The specific aims of Deka’s research are:

• to determine the impact of persistence on P. mirabilis pathogenic potential by studying the progression of CAUTI and sepsis in a mouse model
  
• to examine the contribution of specific mutations to P. mirabilis pathogenic potential by looking at its genotypic profile
  

“By the end of our studies, we will have identified the changes in the bacteria’s characteristics and genes that help it persist during long-term colonization and how these changes affect its ability to cause serious infections like bacteremia and sepsis,” Deka says.

“Understanding the genetic lineages of Proteus mirabilis will reveal trends in its harmful traits and mutation rates.”

Deka says as an international student studying in the U.S., she is unable to apply to many of the fellowships available due to her citizenship status. She says she was particularly happy to learn the AHA predoctoral fellowships are open to all students conducting research in the U.S.

“I am very grateful to have been funded for two years, as this is a tremendous boost to my doctoral career,” she says. “This award also allows me to be a part of a research community at the American Heart Association which opens up avenues to meet and network with distinguished scientists in the field.”

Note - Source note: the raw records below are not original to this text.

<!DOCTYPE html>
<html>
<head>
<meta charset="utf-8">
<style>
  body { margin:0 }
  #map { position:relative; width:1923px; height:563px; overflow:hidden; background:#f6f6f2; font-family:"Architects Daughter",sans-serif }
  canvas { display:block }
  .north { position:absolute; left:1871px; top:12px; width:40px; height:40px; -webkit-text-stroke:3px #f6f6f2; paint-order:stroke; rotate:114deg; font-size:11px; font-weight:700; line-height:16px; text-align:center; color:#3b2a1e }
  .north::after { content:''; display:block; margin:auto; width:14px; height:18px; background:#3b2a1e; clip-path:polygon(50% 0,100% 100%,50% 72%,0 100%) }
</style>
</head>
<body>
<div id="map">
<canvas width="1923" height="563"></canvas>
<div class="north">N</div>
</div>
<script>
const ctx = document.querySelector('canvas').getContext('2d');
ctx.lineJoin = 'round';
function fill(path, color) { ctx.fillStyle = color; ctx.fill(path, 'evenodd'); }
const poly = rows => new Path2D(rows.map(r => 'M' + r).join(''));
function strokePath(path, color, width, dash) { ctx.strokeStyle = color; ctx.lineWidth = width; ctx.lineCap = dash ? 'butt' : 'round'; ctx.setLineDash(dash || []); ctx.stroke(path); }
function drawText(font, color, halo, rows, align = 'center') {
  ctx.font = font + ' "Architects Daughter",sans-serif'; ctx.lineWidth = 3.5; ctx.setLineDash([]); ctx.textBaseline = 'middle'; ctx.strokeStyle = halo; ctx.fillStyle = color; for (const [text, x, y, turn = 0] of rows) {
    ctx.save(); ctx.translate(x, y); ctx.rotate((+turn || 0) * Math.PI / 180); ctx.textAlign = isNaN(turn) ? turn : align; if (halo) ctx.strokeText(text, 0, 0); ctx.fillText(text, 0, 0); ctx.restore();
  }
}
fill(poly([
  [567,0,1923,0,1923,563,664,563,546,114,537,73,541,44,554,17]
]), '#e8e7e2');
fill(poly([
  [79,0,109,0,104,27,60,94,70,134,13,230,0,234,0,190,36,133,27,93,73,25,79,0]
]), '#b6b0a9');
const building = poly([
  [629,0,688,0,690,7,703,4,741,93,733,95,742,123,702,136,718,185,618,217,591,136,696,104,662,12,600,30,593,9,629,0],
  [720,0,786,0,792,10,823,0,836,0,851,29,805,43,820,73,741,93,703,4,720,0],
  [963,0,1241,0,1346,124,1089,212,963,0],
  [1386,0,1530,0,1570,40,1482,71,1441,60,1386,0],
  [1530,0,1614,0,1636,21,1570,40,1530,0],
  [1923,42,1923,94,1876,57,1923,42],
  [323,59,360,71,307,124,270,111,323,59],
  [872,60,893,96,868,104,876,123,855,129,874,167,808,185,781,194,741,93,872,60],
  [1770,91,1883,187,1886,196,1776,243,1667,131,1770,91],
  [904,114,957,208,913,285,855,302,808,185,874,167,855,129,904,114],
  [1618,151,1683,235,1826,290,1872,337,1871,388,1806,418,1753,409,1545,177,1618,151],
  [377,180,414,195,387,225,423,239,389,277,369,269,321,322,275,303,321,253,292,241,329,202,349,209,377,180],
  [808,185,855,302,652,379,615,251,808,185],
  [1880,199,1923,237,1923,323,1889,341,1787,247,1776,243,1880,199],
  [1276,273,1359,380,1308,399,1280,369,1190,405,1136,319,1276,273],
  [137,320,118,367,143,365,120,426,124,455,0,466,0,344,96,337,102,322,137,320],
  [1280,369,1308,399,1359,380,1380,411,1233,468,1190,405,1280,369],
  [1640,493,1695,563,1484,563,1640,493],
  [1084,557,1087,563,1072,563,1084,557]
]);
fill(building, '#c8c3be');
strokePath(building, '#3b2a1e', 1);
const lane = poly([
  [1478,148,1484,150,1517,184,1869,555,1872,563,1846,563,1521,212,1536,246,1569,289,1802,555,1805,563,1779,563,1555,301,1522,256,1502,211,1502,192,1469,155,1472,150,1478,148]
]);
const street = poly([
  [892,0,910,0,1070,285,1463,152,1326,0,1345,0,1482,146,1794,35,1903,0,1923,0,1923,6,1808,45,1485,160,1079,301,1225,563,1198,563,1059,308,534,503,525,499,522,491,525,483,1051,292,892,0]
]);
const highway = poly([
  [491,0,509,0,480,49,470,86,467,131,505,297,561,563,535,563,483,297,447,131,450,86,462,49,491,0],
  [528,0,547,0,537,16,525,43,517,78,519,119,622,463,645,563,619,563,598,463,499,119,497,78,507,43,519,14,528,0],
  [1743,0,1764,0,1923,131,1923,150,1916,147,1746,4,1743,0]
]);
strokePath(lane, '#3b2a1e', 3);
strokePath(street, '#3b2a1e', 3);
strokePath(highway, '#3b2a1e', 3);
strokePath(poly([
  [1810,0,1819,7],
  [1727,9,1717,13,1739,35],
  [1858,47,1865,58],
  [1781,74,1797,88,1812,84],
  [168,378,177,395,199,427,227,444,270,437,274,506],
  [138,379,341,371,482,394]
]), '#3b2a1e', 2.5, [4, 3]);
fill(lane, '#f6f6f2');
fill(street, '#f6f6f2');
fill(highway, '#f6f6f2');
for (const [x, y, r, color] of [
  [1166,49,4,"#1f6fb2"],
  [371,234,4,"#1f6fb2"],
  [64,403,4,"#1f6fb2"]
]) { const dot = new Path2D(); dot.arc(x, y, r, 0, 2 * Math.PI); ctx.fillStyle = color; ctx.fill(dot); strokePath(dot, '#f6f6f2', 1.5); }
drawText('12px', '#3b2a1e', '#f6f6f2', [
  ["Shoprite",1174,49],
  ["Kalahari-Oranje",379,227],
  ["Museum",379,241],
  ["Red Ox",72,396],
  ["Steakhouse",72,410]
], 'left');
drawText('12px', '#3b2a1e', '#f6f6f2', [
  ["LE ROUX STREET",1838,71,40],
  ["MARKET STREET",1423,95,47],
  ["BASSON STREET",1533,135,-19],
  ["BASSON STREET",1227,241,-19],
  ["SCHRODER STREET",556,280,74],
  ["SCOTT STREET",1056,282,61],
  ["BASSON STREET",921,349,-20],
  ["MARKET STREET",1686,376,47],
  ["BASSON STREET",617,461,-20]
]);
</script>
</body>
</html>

Deka says Armbruster creates a very supportive environment for the trainees in her lab, making them feel valued and understood.

“She is a very encouraging mentor, helping me to stay focused and driven to achieve my goals,” she says. “She is attentive to our aspirations and provides clear and practical guidance to help reach them, and she tailors her advice to our individual needs.”

Deka says she wants to learn bioinformatics skills in addition to the bench work in the bacteriology lab.

“Dr. Armbruster has been very supportive of these goals and has helped me collaborate with scientists with those specific skills,” she says. “She mentors with an attention to detail to ensure that my work is of the highest quality, and her support for our career development is invaluable as she listens to our goals and helps seek out opportunities and networks.”